::: Input data :::

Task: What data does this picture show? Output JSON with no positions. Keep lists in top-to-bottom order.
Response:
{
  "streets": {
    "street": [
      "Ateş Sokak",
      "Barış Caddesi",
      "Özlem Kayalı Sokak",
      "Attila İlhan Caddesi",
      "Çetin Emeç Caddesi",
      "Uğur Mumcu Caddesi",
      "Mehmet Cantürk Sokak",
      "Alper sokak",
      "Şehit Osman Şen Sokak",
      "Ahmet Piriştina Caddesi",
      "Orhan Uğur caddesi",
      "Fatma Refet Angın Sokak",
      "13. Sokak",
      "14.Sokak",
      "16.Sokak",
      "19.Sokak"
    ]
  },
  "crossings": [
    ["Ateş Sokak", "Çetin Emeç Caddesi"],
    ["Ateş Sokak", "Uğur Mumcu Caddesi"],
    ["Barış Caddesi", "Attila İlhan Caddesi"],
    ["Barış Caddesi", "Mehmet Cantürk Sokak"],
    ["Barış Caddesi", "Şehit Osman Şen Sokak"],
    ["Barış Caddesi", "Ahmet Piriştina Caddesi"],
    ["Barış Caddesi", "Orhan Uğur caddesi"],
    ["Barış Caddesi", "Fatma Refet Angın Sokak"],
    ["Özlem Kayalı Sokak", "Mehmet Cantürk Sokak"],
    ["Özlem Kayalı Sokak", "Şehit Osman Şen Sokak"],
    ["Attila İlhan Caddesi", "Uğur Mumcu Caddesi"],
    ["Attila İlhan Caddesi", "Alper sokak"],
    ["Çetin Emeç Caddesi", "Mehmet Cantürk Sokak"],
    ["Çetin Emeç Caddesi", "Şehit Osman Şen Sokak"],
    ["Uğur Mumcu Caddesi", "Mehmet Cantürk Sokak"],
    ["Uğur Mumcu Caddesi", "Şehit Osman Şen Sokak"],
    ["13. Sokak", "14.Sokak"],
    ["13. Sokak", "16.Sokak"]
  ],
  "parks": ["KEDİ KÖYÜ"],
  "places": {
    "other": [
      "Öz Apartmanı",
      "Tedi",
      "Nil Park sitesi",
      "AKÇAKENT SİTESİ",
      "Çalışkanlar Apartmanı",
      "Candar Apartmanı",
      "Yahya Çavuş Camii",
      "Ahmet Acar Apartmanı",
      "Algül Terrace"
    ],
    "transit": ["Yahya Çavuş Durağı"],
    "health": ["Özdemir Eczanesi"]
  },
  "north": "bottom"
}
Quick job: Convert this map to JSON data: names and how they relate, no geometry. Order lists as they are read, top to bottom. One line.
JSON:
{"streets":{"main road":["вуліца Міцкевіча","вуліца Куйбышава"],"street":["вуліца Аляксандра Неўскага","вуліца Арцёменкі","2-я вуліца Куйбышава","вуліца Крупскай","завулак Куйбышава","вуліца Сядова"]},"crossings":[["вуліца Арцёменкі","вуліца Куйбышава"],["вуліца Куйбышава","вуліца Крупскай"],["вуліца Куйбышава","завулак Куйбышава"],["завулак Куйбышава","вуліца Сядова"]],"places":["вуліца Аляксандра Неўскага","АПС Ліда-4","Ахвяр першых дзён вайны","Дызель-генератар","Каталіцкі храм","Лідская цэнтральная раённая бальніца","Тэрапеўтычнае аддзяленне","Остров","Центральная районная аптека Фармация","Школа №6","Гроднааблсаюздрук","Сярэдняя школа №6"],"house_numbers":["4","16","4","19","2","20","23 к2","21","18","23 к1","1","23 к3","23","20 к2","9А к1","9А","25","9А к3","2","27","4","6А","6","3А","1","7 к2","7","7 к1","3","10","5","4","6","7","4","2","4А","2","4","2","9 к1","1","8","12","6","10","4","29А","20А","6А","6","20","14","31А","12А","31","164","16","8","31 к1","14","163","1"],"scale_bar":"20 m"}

:::

▸ Work to be completed:
Output the entire listing again, word for word.

▸ Task answer:
Task: What data does this picture show? Output JSON with no positions. Keep lists in top-to-bottom order.
Response:
{
  "streets": {
    "street": [
      "Ateş Sokak",
      "Barış Caddesi",
      "Özlem Kayalı Sokak",
      "Attila İlhan Caddesi",
      "Çetin Emeç Caddesi",
      "Uğur Mumcu Caddesi",
      "Mehmet Cantürk Sokak",
      "Alper sokak",
      "Şehit Osman Şen Sokak",
      "Ahmet Piriştina Caddesi",
      "Orhan Uğur caddesi",
      "Fatma Refet Angın Sokak",
      "13. Sokak",
      "14.Sokak",
      "16.Sokak",
      "19.Sokak"
    ]
  },
  "crossings": [
    ["Ateş Sokak", "Çetin Emeç Caddesi"],
    ["Ateş Sokak", "Uğur Mumcu Caddesi"],
    ["Barış Caddesi", "Attila İlhan Caddesi"],
    ["Barış Caddesi", "Mehmet Cantürk Sokak"],
    ["Barış Caddesi", "Şehit Osman Şen Sokak"],
    ["Barış Caddesi", "Ahmet Piriştina Caddesi"],
    ["Barış Caddesi", "Orhan Uğur caddesi"],
    ["Barış Caddesi", "Fatma Refet Angın Sokak"],
    ["Özlem Kayalı Sokak", "Mehmet Cantürk Sokak"],
    ["Özlem Kayalı Sokak", "Şehit Osman Şen Sokak"],
    ["Attila İlhan Caddesi", "Uğur Mumcu Caddesi"],
    ["Attila İlhan Caddesi", "Alper sokak"],
    ["Çetin Emeç Caddesi", "Mehmet Cantürk Sokak"],
    ["Çetin Emeç Caddesi", "Şehit Osman Şen Sokak"],
    ["Uğur Mumcu Caddesi", "Mehmet Cantürk Sokak"],
    ["Uğur Mumcu Caddesi", "Şehit Osman Şen Sokak"],
    ["13. Sokak", "14.Sokak"],
    ["13. Sokak", "16.Sokak"]
  ],
  "parks": ["KEDİ KÖYÜ"],
  "places": {
    "other": [
      "Öz Apartmanı",
      "Tedi",
      "Nil Park sitesi",
      "AKÇAKENT SİTESİ",
      "Çalışkanlar Apartmanı",
      "Candar Apartmanı",
      "Yahya Çavuş Camii",
      "Ahmet Acar Apartmanı",
      "Algül Terrace"
    ],
    "transit": ["Yahya Çavuş Durağı"],
    "health": ["Özdemir Eczanesi"]
  },
  "north": "bottom"
}
Quick job: Convert this map to JSON data: names and how they relate, no geometry. Order lists as they are read, top to bottom. One line.
JSON:
{"streets":{"main road":["вуліца Міцкевіча","вуліца Куйбышава"],"street":["вуліца Аляксандра Неўскага","вуліца Арцёменкі","2-я вуліца Куйбышава","вуліца Крупскай","завулак Куйбышава","вуліца Сядова"]},"crossings":[["вуліца Арцёменкі","вуліца Куйбышава"],["вуліца Куйбышава","вуліца Крупскай"],["вуліца Куйбышава","завулак Куйбышава"],["завулак Куйбышава","вуліца Сядова"]],"places":["вуліца Аляксандра Неўскага","АПС Ліда-4","Ахвяр першых дзён вайны","Дызель-генератар","Каталіцкі храм","Лідская цэнтральная раённая бальніца","Тэрапеўтычнае аддзяленне","Остров","Центральная районная аптека Фармация","Школа №6","Гроднааблсаюздрук","Сярэдняя школа №6"],"house_numbers":["4","16","4","19","2","20","23 к2","21","18","23 к1","1","23 к3","23","20 к2","9А к1","9А","25","9А к3","2","27","4","6А","6","3А","1","7 к2","7","7 к1","3","10","5","4","6","7","4","2","4А","2","4","2","9 к1","1","8","12","6","10","4","29А","20А","6А","6","20","14","31А","12А","31","164","16","8","31 к1","14","163","1"],"scale_bar":"20 m"}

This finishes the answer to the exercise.